Shortcut Trick to find the Average of the first n even numbers

(1) The average of the first 2 even numbers

= ^{2 + 4}/₂

= ⁶/₂ = 3

Thus, the average of the first 2 even numbers = 3

(2) The average of the first 3 even numbers

= ^{2 + 4 + 6}/₃

= ¹²/₃ = 4

Thus, the average of the first 3 even numbers = 4

(3) The average of the first 4 even numbers

= ^{2 + 4 + 6 + 8}/₄

= ²⁰/₄ = 5

Thus, the average of the first 4 even numbers = 5

(4) The average of the first 5 even numbers

= ^{2 + 4 + 6 + 8 + 10}/₅

= ³⁰/₅ = 6

Thus, the average of the first 5 even numbers = 6

Thus, the Average of the First n even numbers = n + 1

Thus, the average of the first 1866 even numbers = 1866 + 1 = 1867

Thus, the average of the first 1866 even numbers = 1867 Answer

Similar Questions

(1) Find the average of odd numbers from 15 to 915

(2) What is the average of the first 682 even numbers?

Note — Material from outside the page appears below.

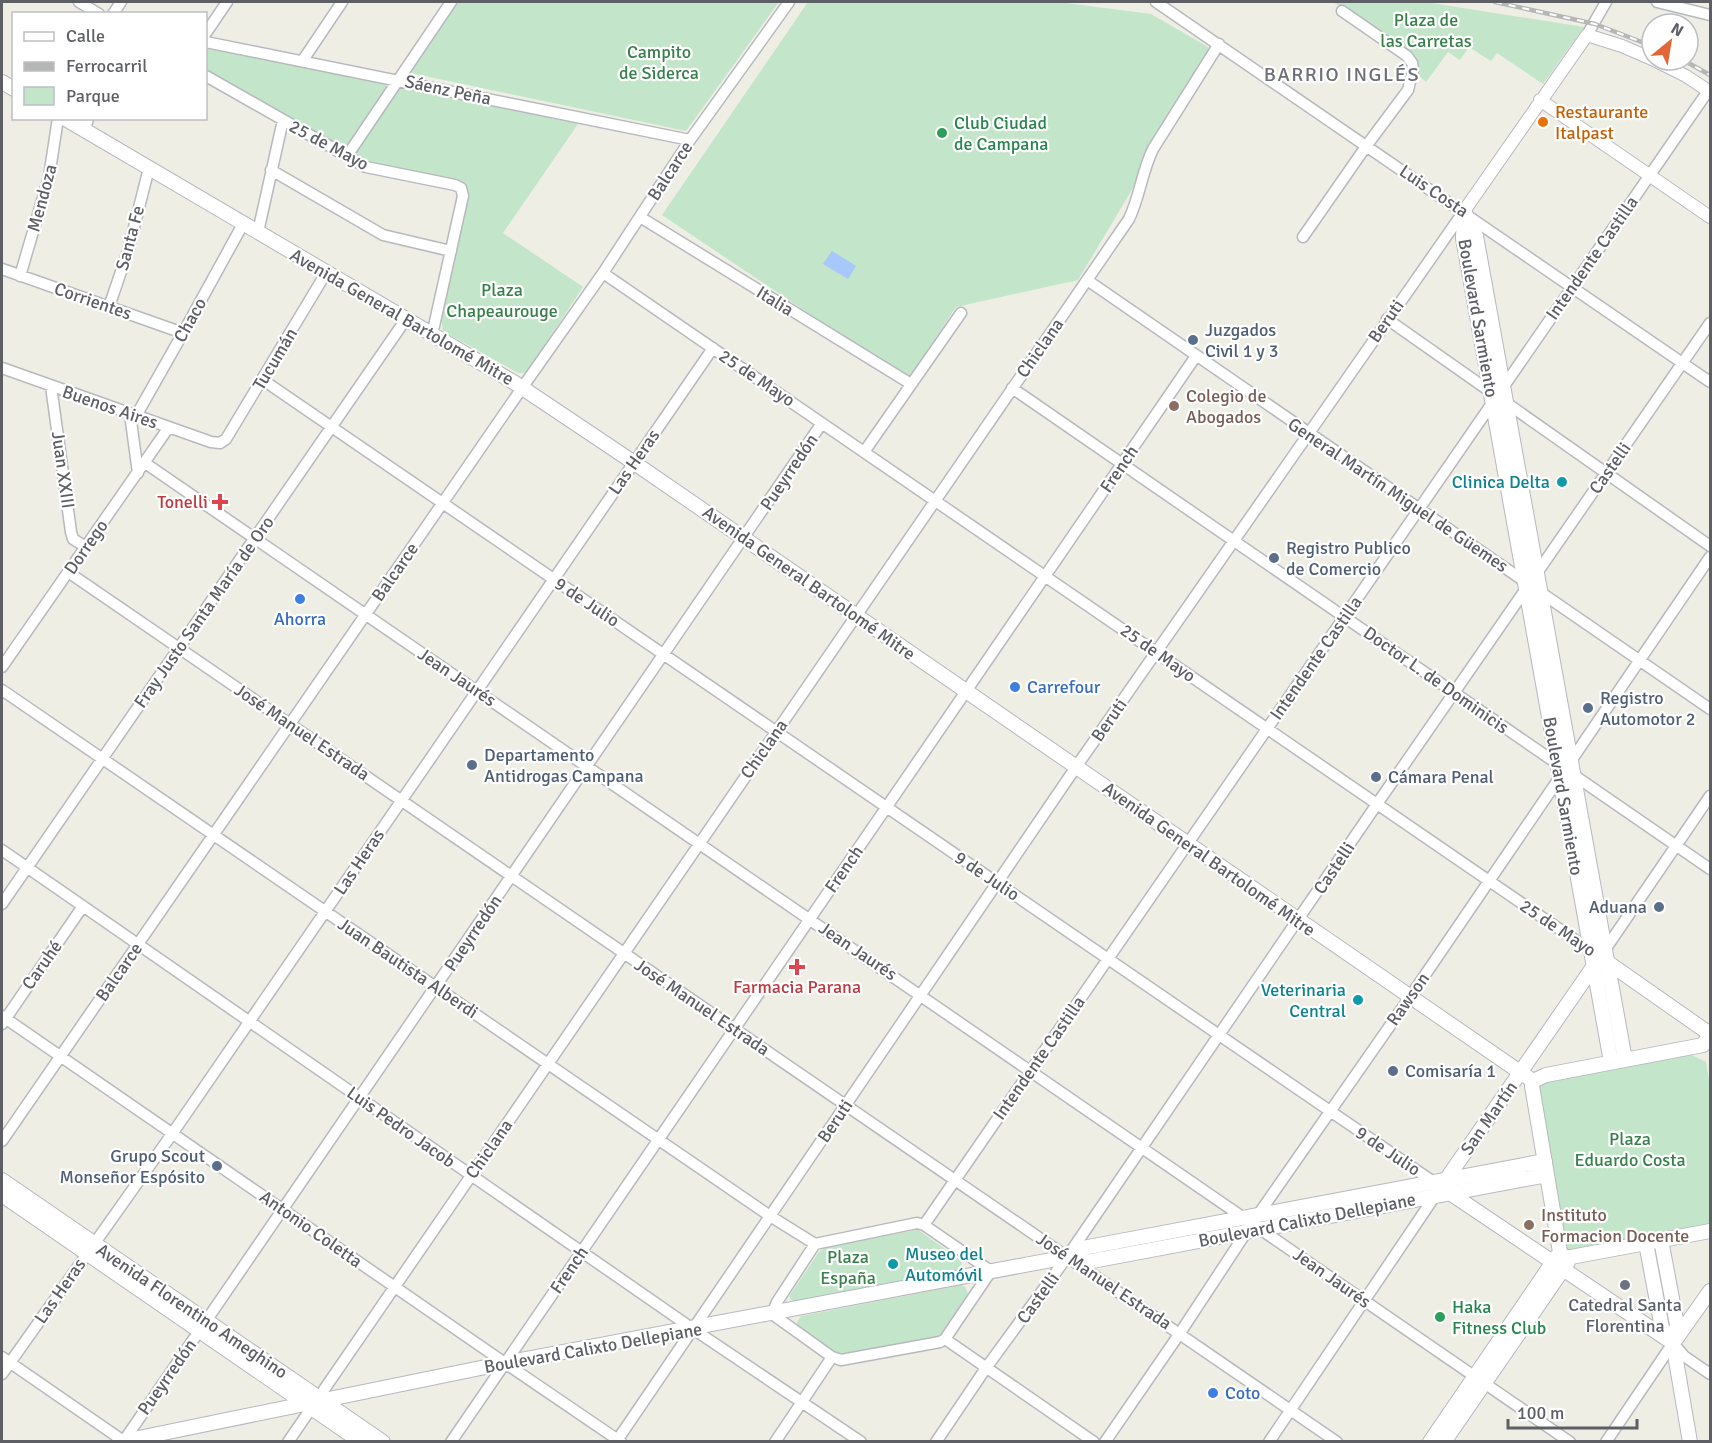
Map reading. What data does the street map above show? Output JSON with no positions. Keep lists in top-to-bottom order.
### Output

(3) Find the average of even numbers from 10 to 1784

(4) Find the average of the first 312 odd numbers.

(5) Find the average of the first 2553 even numbers.

(6) Find the average of odd numbers from 5 to 1409

(7) Find the average of odd numbers from 11 to 311

(8) Find the average of even numbers from 4 to 808

(9) What will be the average of the first 4194 odd numbers?

(10) What is the average of the first 1995 even numbers?